** Instructions to follow **
Would you please retype, exactly, the lines of the listing below between the line with "741 172 740" and the line with "775C1014 759 1020", inclusive?

** Exercise materials **
*** Block opens ***

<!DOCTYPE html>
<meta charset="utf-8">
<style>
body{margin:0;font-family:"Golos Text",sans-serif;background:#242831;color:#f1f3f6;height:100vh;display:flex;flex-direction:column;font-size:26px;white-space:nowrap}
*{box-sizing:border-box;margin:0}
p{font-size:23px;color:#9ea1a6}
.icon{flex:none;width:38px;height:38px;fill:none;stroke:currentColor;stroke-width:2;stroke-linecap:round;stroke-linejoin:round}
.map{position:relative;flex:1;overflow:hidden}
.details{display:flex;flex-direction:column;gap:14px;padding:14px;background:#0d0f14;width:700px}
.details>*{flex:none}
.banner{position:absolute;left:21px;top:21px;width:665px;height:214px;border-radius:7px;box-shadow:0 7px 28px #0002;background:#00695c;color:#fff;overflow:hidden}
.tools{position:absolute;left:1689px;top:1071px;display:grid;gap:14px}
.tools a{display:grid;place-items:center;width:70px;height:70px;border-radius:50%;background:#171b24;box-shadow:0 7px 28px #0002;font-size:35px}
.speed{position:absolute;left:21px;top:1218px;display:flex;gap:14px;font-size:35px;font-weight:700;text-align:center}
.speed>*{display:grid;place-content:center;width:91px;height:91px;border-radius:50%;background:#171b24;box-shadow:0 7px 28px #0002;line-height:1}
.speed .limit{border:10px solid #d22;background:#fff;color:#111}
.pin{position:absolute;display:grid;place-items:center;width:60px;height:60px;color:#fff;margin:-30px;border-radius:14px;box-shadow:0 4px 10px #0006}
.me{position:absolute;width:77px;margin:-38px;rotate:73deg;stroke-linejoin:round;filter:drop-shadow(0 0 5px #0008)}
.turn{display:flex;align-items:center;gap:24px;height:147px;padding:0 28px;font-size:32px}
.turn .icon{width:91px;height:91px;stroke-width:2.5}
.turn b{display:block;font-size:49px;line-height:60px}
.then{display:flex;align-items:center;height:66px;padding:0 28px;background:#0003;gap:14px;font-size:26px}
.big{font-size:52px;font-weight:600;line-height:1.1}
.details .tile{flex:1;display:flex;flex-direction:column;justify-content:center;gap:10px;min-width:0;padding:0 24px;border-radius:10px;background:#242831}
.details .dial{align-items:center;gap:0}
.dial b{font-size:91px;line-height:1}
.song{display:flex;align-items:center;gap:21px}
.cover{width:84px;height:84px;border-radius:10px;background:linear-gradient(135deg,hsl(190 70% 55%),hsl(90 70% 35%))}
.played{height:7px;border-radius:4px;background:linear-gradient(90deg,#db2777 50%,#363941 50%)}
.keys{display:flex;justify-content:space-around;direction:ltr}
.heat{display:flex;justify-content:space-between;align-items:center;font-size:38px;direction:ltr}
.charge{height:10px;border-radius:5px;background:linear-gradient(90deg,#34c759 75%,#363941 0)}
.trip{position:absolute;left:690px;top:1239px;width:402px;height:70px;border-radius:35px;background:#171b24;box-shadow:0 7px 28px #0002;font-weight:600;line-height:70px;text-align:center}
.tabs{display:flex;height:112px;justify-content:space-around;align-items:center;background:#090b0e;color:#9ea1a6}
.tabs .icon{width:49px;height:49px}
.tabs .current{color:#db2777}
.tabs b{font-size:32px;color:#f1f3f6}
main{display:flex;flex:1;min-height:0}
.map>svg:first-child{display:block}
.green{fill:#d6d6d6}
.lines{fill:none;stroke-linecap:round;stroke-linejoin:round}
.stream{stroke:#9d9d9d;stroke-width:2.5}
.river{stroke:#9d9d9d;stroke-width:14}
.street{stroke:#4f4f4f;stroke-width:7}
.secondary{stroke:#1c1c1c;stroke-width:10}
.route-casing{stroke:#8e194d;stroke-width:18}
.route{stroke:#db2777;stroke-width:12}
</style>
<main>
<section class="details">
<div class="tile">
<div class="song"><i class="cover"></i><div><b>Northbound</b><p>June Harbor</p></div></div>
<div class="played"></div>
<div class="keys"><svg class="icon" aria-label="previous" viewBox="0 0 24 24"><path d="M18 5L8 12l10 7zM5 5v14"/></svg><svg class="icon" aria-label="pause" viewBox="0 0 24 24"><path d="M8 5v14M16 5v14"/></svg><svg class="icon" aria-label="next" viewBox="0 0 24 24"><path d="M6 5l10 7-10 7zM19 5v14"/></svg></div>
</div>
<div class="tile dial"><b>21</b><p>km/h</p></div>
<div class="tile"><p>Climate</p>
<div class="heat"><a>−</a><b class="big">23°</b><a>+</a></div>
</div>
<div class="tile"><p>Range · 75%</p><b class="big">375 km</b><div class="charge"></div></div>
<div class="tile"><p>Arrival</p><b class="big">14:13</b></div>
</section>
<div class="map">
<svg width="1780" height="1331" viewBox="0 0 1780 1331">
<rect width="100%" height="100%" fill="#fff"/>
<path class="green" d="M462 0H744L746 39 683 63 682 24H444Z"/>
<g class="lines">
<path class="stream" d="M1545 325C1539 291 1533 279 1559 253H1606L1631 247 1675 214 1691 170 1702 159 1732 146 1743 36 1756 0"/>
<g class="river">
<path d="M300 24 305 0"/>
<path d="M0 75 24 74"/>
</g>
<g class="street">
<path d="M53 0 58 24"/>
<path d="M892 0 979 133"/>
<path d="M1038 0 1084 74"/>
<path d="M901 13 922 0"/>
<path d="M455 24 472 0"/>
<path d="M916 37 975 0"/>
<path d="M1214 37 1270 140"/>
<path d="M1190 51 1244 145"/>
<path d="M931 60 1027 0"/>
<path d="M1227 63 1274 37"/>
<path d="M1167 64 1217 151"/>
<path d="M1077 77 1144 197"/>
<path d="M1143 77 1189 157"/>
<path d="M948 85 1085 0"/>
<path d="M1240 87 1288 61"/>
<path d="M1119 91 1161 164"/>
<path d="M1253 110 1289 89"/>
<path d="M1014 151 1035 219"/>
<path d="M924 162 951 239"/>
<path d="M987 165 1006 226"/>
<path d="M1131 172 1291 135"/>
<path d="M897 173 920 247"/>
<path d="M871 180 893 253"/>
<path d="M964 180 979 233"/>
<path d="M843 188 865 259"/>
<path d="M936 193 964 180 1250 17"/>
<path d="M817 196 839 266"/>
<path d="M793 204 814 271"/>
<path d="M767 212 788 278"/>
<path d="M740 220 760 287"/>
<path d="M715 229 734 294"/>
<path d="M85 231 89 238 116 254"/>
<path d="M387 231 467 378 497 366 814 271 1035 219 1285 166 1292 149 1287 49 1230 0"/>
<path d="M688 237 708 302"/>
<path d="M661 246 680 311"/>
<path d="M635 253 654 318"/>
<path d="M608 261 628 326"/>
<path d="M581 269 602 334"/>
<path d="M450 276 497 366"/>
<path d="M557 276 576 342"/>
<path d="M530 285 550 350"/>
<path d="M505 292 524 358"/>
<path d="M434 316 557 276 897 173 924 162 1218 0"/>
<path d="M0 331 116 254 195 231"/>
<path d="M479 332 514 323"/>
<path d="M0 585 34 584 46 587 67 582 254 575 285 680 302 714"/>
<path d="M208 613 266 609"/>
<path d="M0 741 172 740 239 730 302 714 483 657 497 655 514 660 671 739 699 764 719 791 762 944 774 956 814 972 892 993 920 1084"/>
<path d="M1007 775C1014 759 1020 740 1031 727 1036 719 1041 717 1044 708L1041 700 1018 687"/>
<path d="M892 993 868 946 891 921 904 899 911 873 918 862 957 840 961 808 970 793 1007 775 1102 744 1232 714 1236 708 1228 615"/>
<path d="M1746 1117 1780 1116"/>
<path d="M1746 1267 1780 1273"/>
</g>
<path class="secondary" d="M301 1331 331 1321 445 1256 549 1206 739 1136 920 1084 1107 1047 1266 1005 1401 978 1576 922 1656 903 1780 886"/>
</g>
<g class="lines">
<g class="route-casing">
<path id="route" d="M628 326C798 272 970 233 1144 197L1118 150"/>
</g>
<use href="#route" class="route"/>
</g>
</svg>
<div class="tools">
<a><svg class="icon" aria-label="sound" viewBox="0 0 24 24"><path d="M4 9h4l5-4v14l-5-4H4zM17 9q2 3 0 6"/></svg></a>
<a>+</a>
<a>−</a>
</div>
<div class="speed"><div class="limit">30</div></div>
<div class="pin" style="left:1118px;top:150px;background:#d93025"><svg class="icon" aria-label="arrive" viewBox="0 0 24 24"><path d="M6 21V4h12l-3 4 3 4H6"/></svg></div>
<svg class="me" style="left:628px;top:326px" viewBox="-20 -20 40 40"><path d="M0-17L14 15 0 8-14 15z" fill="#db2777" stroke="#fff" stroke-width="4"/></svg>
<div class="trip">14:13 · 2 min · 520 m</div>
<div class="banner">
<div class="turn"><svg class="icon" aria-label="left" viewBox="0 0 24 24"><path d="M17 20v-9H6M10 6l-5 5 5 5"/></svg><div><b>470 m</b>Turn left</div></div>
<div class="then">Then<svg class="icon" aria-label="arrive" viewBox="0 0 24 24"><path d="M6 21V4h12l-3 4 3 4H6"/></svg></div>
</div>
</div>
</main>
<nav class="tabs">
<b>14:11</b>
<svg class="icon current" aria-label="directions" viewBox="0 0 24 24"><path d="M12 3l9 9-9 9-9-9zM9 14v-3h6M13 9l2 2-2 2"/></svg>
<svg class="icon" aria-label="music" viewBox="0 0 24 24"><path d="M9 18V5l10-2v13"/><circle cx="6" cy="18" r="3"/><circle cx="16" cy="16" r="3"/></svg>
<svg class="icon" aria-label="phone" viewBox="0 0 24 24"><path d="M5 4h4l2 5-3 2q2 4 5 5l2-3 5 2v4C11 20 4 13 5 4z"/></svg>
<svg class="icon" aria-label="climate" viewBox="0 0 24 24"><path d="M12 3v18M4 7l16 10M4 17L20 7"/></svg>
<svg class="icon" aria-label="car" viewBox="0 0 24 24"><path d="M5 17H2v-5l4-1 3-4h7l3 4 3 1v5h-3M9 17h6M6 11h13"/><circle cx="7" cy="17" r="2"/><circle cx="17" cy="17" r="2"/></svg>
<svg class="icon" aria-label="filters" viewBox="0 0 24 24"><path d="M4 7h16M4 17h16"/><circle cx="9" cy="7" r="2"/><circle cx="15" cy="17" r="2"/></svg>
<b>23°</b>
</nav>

*** Block closes ***

** Solution for this task **
<path d="M0 741 172 740 239 730 302 714 483 657 497 655 514 660 671 739 699 764 719 791 762 944 774 956 814 972 892 993 920 1084"/>
<path d="M1007 775C1014 759 1020 740 1031 727 1036 719 1041 717 1044 708L1041 700 1018 687"/>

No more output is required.